Charlemagne et l'école : un mythe tenace démenti par l'histoire
On lui attribue des guerres, un empire, une barbe légendaire et, dans l'imaginaire collectif français, la prouesse d'avoir inventé l'école. La rengaine de France Gall a solidifié cette croyance. « Qui a eu cette idée folle, un jour d'inventer l'école… » Voilà la chanson qui reste dans les têtes pour la journée. Pardon. Depuis des décennies, des générations d'enfants fredonnent ce contresens historique, perpétuant une erreur profondément ancrée.
La réalité historique : Charlemagne, organisateur du savoir
En vérité, Charlemagne n'a pas inventé l'école. Cependant, il a saisi avant beaucoup d'autres qu'un pouvoir solide ne repose pas uniquement sur l'épée, mais aussi sur l'écrit. Dans Une autre histoire de France (éd. Eyrolles, 2026), l'historienne Claire L'Hoër remet les pendules à l'heure. « Pour gérer l'empire immense qu'il avait formé au tournant du IXe siècle, il avait besoin de têtes bien faites », explique-t-elle dans son ouvrage qui revisite 35 des plus grands mythes français.
Il faut donc rendre à Charlemagne ce qui lui appartient, mais pas davantage. L'empereur comprend, au tournant du IXe siècle, qu'un vaste empire s'administre également avec des clercs, des comptes, des actes, des archives et des relais. Il s'appuie sur l'héritage romain pour imposer une culture de l'écrit face à des pratiques germaniques encore largement fondées sur l'oralité. Il nécessite des administrateurs capables de « tenir des comptes, réaliser des rapports et lui envoyer leur correspondance », écrit l'historienne.

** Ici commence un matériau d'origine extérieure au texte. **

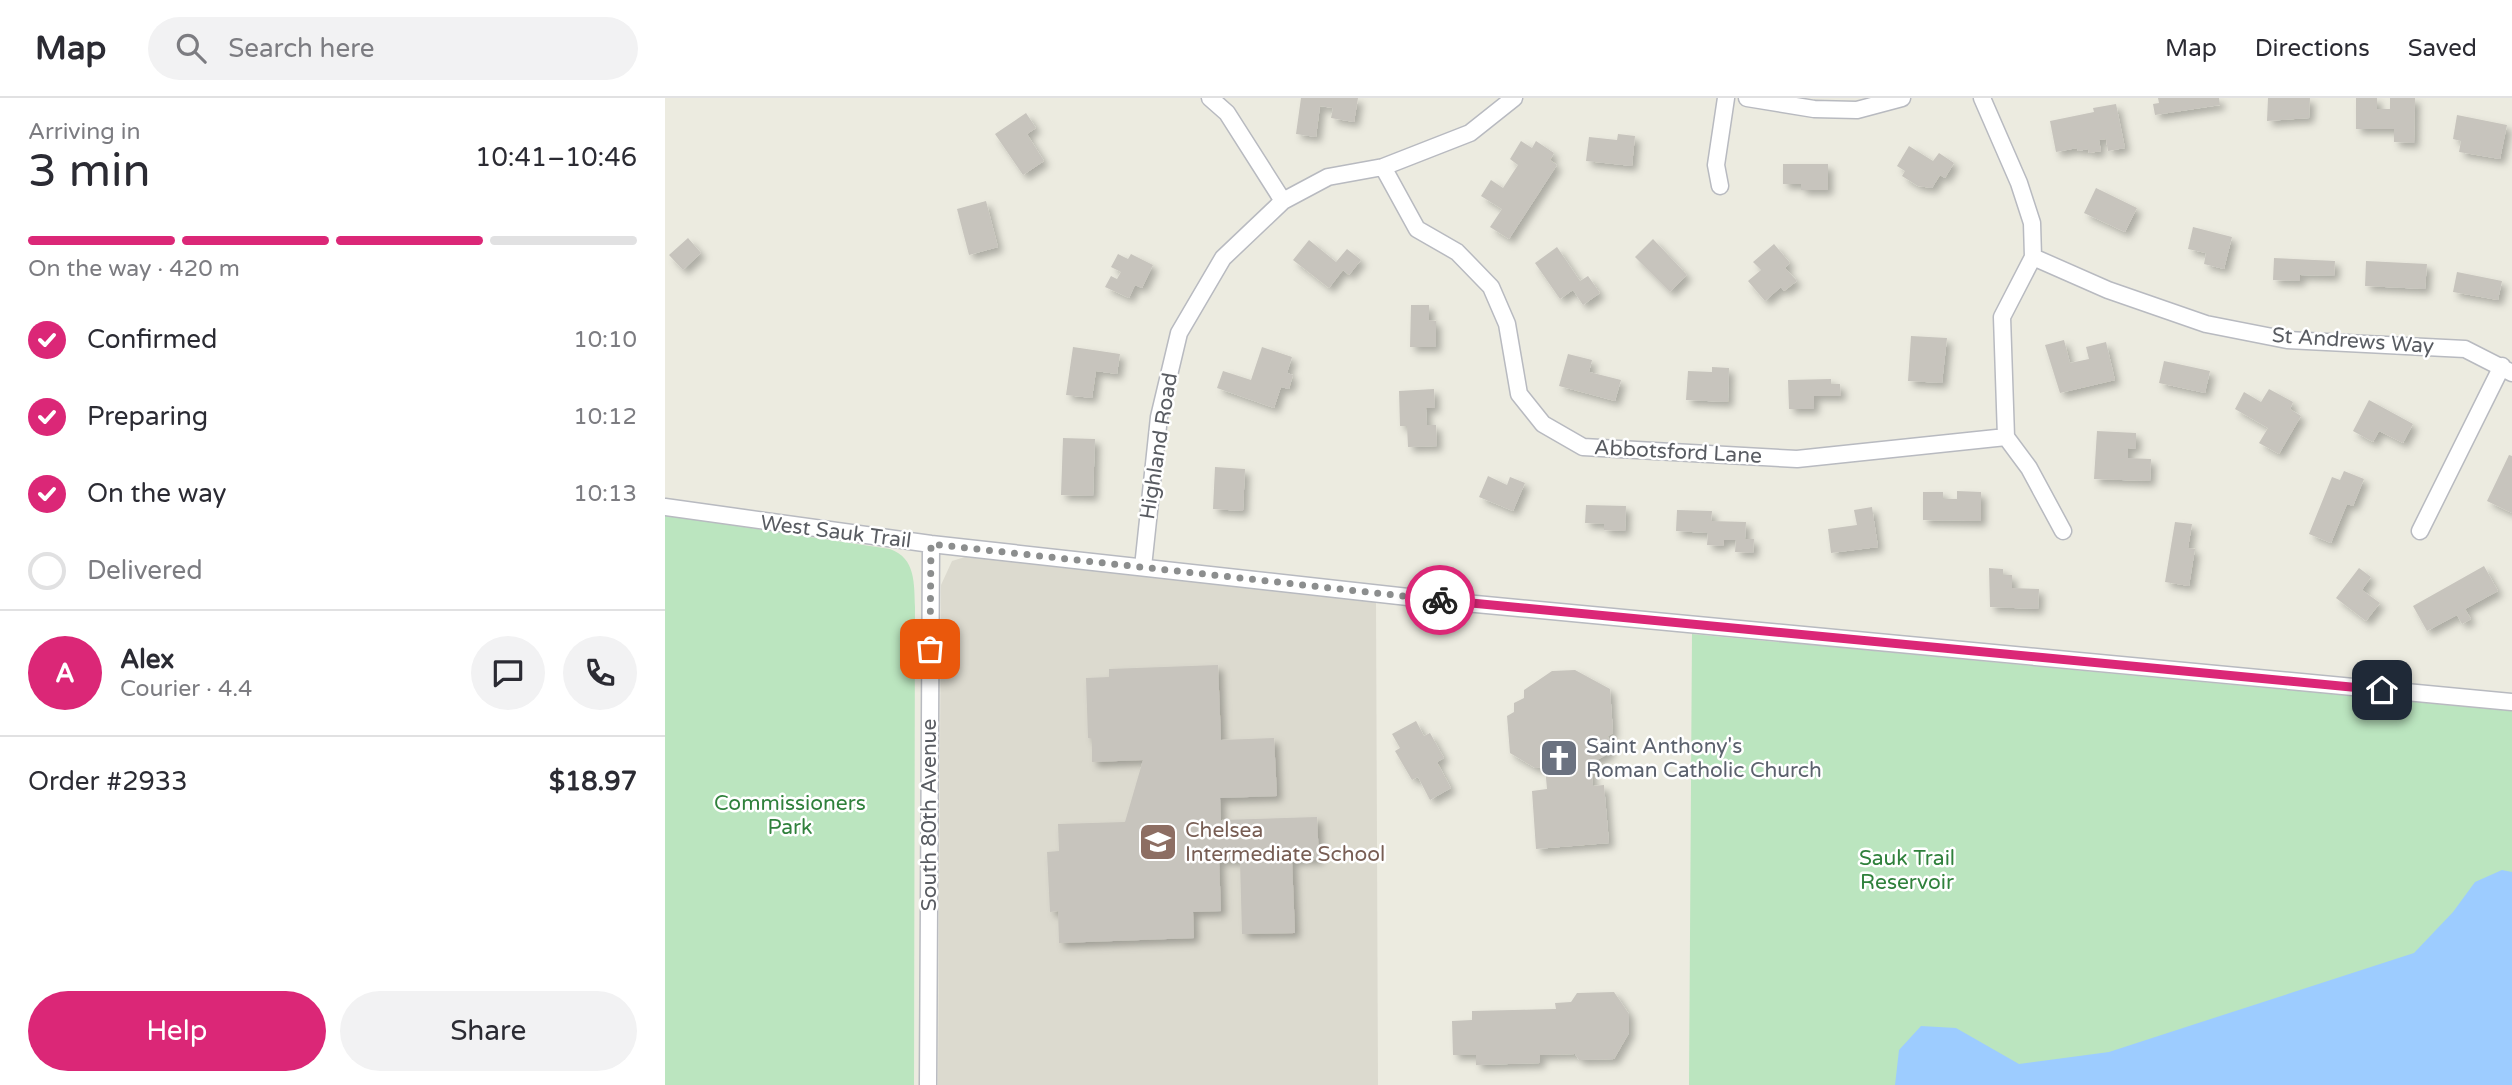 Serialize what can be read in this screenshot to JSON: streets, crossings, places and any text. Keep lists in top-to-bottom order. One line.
{"streets":{"street":["St Andrews Way","Highland Road","Abbotsford Lane","West Sauk Trail","South 80th Avenue"]},"crossings":[["Highland Road","Abbotsford Lane"],["Highland Road","West Sauk Trail"],["West Sauk Trail","South 80th Avenue"]],"parks":["Commissioners Park","Sauk Trail Reservoir"],"places":{"church":["Saint Anthony's Roman Catholic Church"],"school or university":["Chelsea Intermediate School"]},"page":{"header":"Map","search":"Search here","nav":["Map","Directions","Saved"],"heading":["3 min","Arriving in","10:41–10:46"],"panel":["Alex","Courier · 4.4","Order #2933","$18.97"],"bar":"On the way · 420 m","list":[["Confirmed","10:10"],["Preparing","10:12"],["On the way","10:13"],"Delivered"],"round":"A","buttons":["Help","Share"]}}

La Renaissance carolingienne et ses limites
Autour de lui, un cercle d'érudits de premier plan donne corps à cette ambition. Alcuin, souvent présenté comme l'un des hommes les plus savants de son temps, Éginhard, Théodulfe d'Orléans et Paulin d'Aquilée forment le noyau de ce qu'on nommera plus tard la Renaissance carolingienne. Le cœur en est l'école palatine d'Aix-la-Chapelle, une sorte d'ancêtre de l'ENA.
Oui, Charlemagne encourage la création d'écoles. Il proclame même en 789 un programme ambitieux : « Qu'on rassemble non seulement les fils de condition modeste, mais les fils bien nés. Qu'on établisse des écoles pour l'instruction des garçons. » Sous son impulsion, des établissements se développent dans les monastères et autour des évêchés. Théodulfe recommande que « les prêtres tiennent des écoles dans les bourgs et les campagnes » et qu'ils accueillent les enfants sans exiger de paiement.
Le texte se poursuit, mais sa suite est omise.